• [Exercise requirements]
Each entry needs to be given again, character for character.

• [Collected data entries]
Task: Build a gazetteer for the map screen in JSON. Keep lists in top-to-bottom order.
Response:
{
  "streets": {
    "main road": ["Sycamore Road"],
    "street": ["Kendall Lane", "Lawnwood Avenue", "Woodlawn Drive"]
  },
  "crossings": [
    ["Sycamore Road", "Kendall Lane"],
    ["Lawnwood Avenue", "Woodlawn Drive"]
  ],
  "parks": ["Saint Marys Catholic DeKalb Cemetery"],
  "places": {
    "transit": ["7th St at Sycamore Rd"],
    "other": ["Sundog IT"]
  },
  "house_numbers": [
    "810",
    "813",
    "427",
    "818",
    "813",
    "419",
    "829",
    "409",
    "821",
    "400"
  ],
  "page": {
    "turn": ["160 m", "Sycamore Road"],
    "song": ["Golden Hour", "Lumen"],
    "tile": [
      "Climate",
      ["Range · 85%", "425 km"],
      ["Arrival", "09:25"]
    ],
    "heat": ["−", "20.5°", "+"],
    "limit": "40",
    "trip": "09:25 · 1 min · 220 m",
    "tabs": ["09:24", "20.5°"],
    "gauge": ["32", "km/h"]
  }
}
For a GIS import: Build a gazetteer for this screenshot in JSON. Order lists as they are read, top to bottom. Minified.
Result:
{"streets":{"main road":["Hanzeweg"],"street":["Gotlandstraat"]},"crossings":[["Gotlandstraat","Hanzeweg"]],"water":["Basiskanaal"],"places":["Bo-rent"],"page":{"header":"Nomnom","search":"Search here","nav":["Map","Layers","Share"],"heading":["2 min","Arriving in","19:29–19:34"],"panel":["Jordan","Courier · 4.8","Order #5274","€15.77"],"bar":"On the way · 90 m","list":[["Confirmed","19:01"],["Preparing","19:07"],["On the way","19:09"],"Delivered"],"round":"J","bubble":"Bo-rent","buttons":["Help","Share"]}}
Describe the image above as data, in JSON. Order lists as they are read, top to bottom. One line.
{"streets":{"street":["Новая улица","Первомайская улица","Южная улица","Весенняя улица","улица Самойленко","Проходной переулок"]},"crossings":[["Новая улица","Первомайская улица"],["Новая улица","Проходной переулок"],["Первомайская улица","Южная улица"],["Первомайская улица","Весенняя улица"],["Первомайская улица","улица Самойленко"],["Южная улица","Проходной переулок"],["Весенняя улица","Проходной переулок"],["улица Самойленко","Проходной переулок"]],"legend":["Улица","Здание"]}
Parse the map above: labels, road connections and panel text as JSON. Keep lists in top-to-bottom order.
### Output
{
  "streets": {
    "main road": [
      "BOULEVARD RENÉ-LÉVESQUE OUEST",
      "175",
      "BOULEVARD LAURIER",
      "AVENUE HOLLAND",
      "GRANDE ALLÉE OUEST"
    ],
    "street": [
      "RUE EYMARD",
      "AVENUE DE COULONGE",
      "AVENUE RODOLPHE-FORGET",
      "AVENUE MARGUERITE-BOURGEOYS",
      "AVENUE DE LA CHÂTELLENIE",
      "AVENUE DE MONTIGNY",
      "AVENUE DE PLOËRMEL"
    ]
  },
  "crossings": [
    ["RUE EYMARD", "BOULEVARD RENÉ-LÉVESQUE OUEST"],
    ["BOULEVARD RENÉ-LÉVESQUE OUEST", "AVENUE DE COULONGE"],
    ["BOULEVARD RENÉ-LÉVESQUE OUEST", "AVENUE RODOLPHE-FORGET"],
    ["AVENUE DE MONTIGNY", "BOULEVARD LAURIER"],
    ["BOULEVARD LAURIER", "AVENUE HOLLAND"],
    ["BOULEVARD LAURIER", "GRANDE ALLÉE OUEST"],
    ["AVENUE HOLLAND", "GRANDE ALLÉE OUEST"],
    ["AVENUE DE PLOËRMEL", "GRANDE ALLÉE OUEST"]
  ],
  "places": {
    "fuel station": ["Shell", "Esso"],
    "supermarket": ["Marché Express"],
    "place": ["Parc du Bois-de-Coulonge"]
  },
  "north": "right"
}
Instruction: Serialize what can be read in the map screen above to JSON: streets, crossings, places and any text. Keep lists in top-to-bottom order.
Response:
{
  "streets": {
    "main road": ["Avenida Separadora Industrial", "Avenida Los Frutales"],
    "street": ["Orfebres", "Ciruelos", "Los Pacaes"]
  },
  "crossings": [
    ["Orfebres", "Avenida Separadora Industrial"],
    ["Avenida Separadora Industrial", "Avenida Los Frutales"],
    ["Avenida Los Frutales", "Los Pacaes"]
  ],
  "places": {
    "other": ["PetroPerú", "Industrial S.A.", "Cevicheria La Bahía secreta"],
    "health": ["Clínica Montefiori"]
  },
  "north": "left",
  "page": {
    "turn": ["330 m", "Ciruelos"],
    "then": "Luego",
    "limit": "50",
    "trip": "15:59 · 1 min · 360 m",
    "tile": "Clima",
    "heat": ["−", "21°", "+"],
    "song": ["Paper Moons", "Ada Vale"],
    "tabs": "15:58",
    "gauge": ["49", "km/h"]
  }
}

• [Reply to the task]
Task: Build a gazetteer for the map screen in JSON. Keep lists in top-to-bottom order.
Response:
{
  "streets": {
    "main road": ["Sycamore Road"],
    "street": ["Kendall Lane", "Lawnwood Avenue", "Woodlawn Drive"]
  },
  "crossings": [
    ["Sycamore Road", "Kendall Lane"],
    ["Lawnwood Avenue", "Woodlawn Drive"]
  ],
  "parks": ["Saint Marys Catholic DeKalb Cemetery"],
  "places": {
    "transit": ["7th St at Sycamore Rd"],
    "other": ["Sundog IT"]
  },
  "house_numbers": [
    "810",
    "813",
    "427",
    "818",
    "813",
    "419",
    "829",
    "409",
    "821",
    "400"
  ],
  "page": {
    "turn": ["160 m", "Sycamore Road"],
    "song": ["Golden Hour", "Lumen"],
    "tile": [
      "Climate",
      ["Range · 85%", "425 km"],
      ["Arrival", "09:25"]
    ],
    "heat": ["−", "20.5°", "+"],
    "limit": "40",
    "trip": "09:25 · 1 min · 220 m",
    "tabs": ["09:24", "20.5°"],
    "gauge": ["32", "km/h"]
  }
}
For a GIS import: Build a gazetteer for this screenshot in JSON. Order lists as they are read, top to bottom. Minified.
Result:
{"streets":{"main road":["Hanzeweg"],"street":["Gotlandstraat"]},"crossings":[["Gotlandstraat","Hanzeweg"]],"water":["Basiskanaal"],"places":["Bo-rent"],"page":{"header":"Nomnom","search":"Search here","nav":["Map","Layers","Share"],"heading":["2 min","Arriving in","19:29–19:34"],"panel":["Jordan","Courier · 4.8","Order #5274","€15.77"],"bar":"On the way · 90 m","list":[["Confirmed","19:01"],["Preparing","19:07"],["On the way","19:09"],"Delivered"],"round":"J","bubble":"Bo-rent","buttons":["Help","Share"]}}
Describe the image above as data, in JSON. Order lists as they are read, top to bottom. One line.
{"streets":{"street":["Новая улица","Первомайская улица","Южная улица","Весенняя улица","улица Самойленко","Проходной переулок"]},"crossings":[["Новая улица","Первомайская улица"],["Новая улица","Проходной переулок"],["Первомайская улица","Южная улица"],["Первомайская улица","Весенняя улица"],["Первомайская улица","улица Самойленко"],["Южная улица","Проходной переулок"],["Весенняя улица","Проходной переулок"],["улица Самойленко","Проходной переулок"]],"legend":["Улица","Здание"]}
Parse the map above: labels, road connections and panel text as JSON. Keep lists in top-to-bottom order.
### Output
{
  "streets": {
    "main road": [
      "BOULEVARD RENÉ-LÉVESQUE OUEST",
      "175",
      "BOULEVARD LAURIER",
      "AVENUE HOLLAND",
      "GRANDE ALLÉE OUEST"
    ],
    "street": [
      "RUE EYMARD",
      "AVENUE DE COULONGE",
      "AVENUE RODOLPHE-FORGET",
      "AVENUE MARGUERITE-BOURGEOYS",
      "AVENUE DE LA CHÂTELLENIE",
      "AVENUE DE MONTIGNY",
      "AVENUE DE PLOËRMEL"
    ]
  },
  "crossings": [
    ["RUE EYMARD", "BOULEVARD RENÉ-LÉVESQUE OUEST"],
    ["BOULEVARD RENÉ-LÉVESQUE OUEST", "AVENUE DE COULONGE"],
    ["BOULEVARD RENÉ-LÉVESQUE OUEST", "AVENUE RODOLPHE-FORGET"],
    ["AVENUE DE MONTIGNY", "BOULEVARD LAURIER"],
    ["BOULEVARD LAURIER", "AVENUE HOLLAND"],
    ["BOULEVARD LAURIER", "GRANDE ALLÉE OUEST"],
    ["AVENUE HOLLAND", "GRANDE ALLÉE OUEST"],
    ["AVENUE DE PLOËRMEL", "GRANDE ALLÉE OUEST"]
  ],
  "places": {
    "fuel station": ["Shell", "Esso"],
    "supermarket": ["Marché Express"],
    "place": ["Parc du Bois-de-Coulonge"]
  },
  "north": "right"
}
Instruction: Serialize what can be read in the map screen above to JSON: streets, crossings, places and any text. Keep lists in top-to-bottom order.
Response:
{
  "streets": {
    "main road": ["Avenida Separadora Industrial", "Avenida Los Frutales"],
    "street": ["Orfebres", "Ciruelos", "Los Pacaes"]
  },
  "crossings": [
    ["Orfebres", "Avenida Separadora Industrial"],
    ["Avenida Separadora Industrial", "Avenida Los Frutales"],
    ["Avenida Los Frutales", "Los Pacaes"]
  ],
  "places": {
    "other": ["PetroPerú", "Industrial S.A.", "Cevicheria La Bahía secreta"],
    "health": ["Clínica Montefiori"]
  },
  "north": "left",
  "page": {
    "turn": ["330 m", "Ciruelos"],
    "then": "Luego",
    "limit": "50",
    "trip": "15:59 · 1 min · 360 m",
    "tile": "Clima",
    "heat": ["−", "21°", "+"],
    "song": ["Paper Moons", "Ada Vale"],
    "tabs": "15:58",
    "gauge": ["49", "km/h"]
  }
}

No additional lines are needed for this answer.